3. The intelligent scheduling method based on three-dimensional intelligent detection according to claim 1, wherein the result detected by the target detection network is input into the target tracking network, if the result is the first entry into the target tracking network, N trackers are initialized according to the result, the number N of trackers is the same as the number of detection frames detected by the input target detection network, if the result is not the first entry into the target tracking module, the remaining trackers are predicted by using tracking frames by using kalman filters, and the coincidence degree is calculated and matched with the input detection frames two by two to obtain three conditions: the partial detection frames are successfully matched with the tracking frames, the partial detection frames cannot be matched, and the partial tracking frames cannot be matched; if the detection frame is successfully matched with the tracking frame, updating a Kalman filter of the corresponding tracker by using the detection frame; if the tracking frame is not matched with the detection frame, updating a Kalman filter of the tracking frame by using the tracking frame, and adding one to the self-updating times of the tracker; if the detection frame cannot be successfully matched, initializing a tracker by using the detection frame;
mixing all trackers together, detecting whether the mixed existence frame number exceeds a threshold value, deleting the trackers if the existence frame number exceeds the threshold value, and if the existence frame number does not exceed the threshold value, carrying out the following processing:
firstly detecting whether the coincidence degree of tracking frames is higher than a threshold value, if so, the reset mark positions of the two trackers are true, and then detecting whether the continuous hit times of all trackers exceeds the threshold value, if not, the reset mark positions of the trackers are true; detecting whether the reset times of the tracker exceeds a threshold value or not, if so, setting the reset times to zero, and meanwhile, setting a reset mark position of the tracker to be true; finally, detecting whether the confidence coefficient of the target exceeds a threshold value, if not, the reset mark position of the tracker is true; the tracker with the true reset flag bit inputs the image information in the tracking frame into the deep neural network for classification.

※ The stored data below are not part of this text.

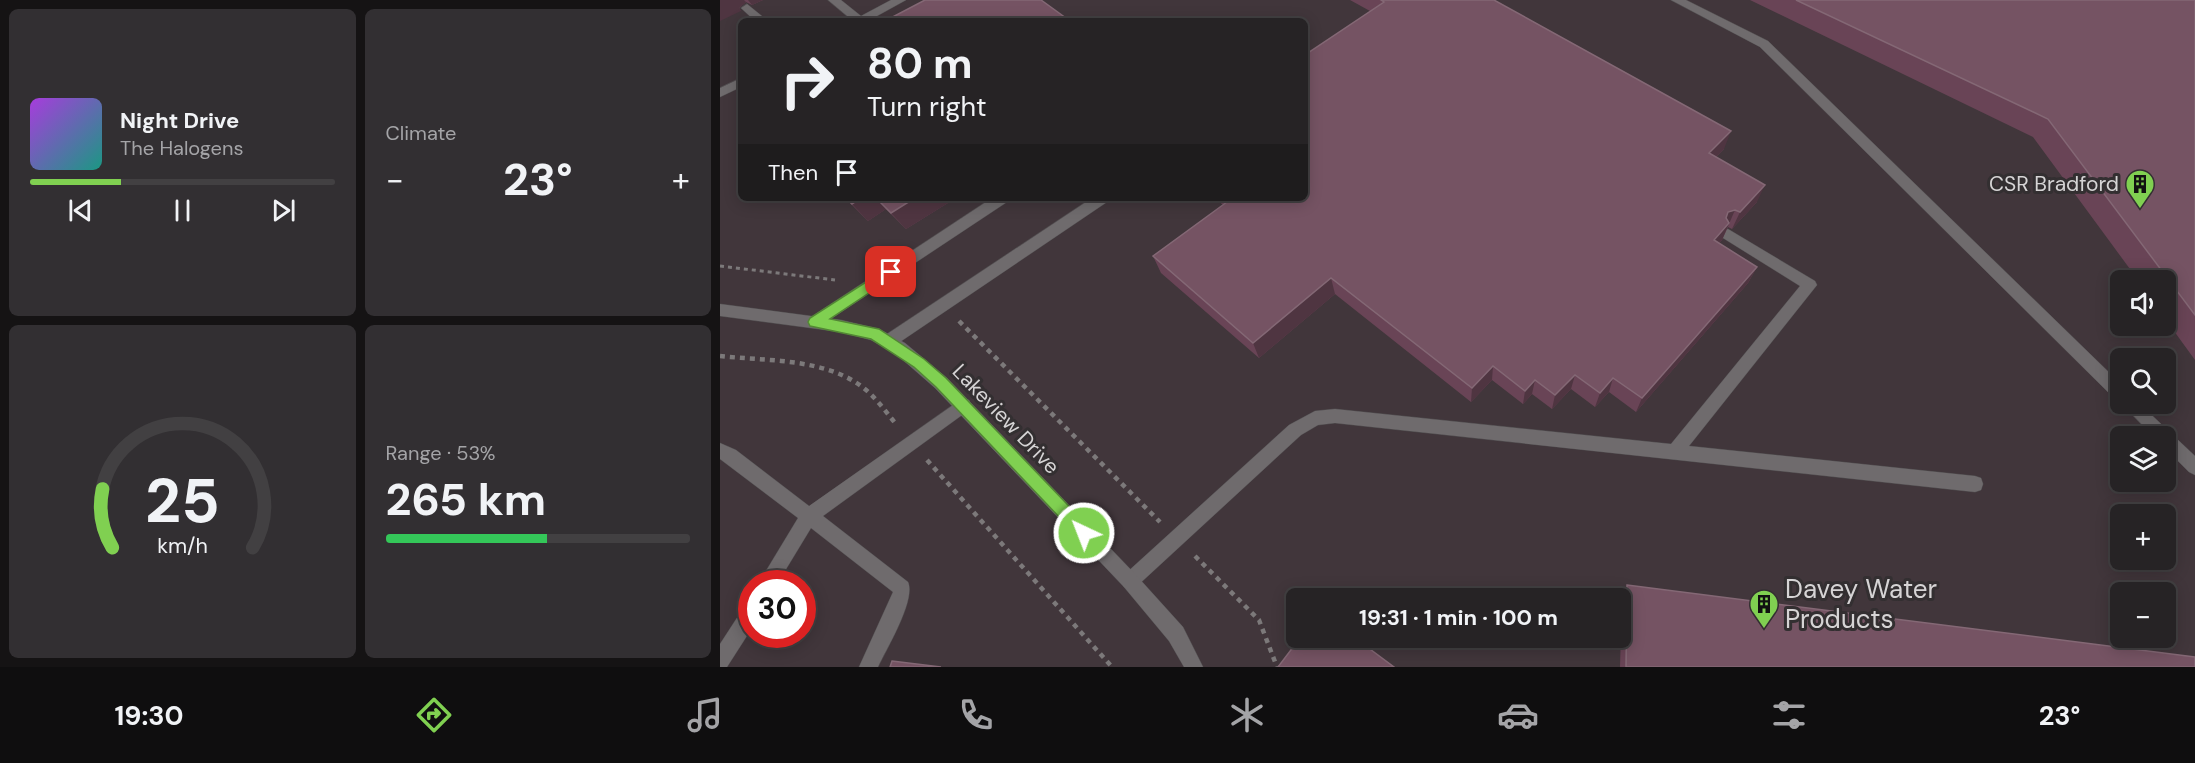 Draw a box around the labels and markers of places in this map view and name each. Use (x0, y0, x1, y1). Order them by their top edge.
building icon: CSR Bradford (2124, 168, 2156, 210)
place label: CSR Bradford (1989, 170, 2119, 198)
pin (865, 246, 916, 297)
place label: Davey Water Products (1785, 572, 1937, 636)
building icon: Davey Water Products (1748, 588, 1780, 630) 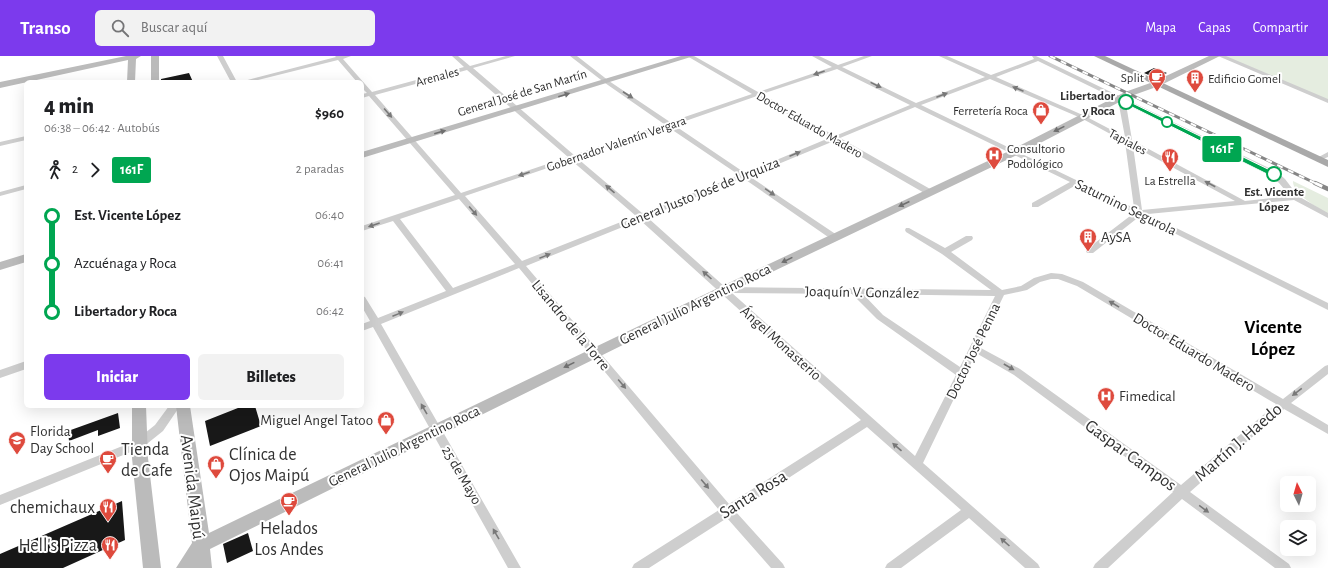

4. The intelligent scheduling method based on three-dimensional intelligent detection according to claim 1, wherein the target classification network uses an EfficientNet feature extraction network as a feature extraction backbone network, an image output by a target tracking network is input into the feature extraction backbone network, then a feature extraction backbone network feature extraction result is input into a full-connection layer and a regression layer to obtain a class probability corresponding to the image, a class with the maximum probability is selected to be assigned as an image class attribute for target classification, an ID obtained by the current classification is compared with an ID obtained by the last classification, if the ID is the same, the continuous classification times are increased by one, otherwise, the continuous classification times are set to zero, meanwhile, the confidence of the target is reset to the confidence of the classification result, a reset timer is set to zero, then the task of a target tracking module is completed, and all the trackers which are not deleted remain to the next tracking task.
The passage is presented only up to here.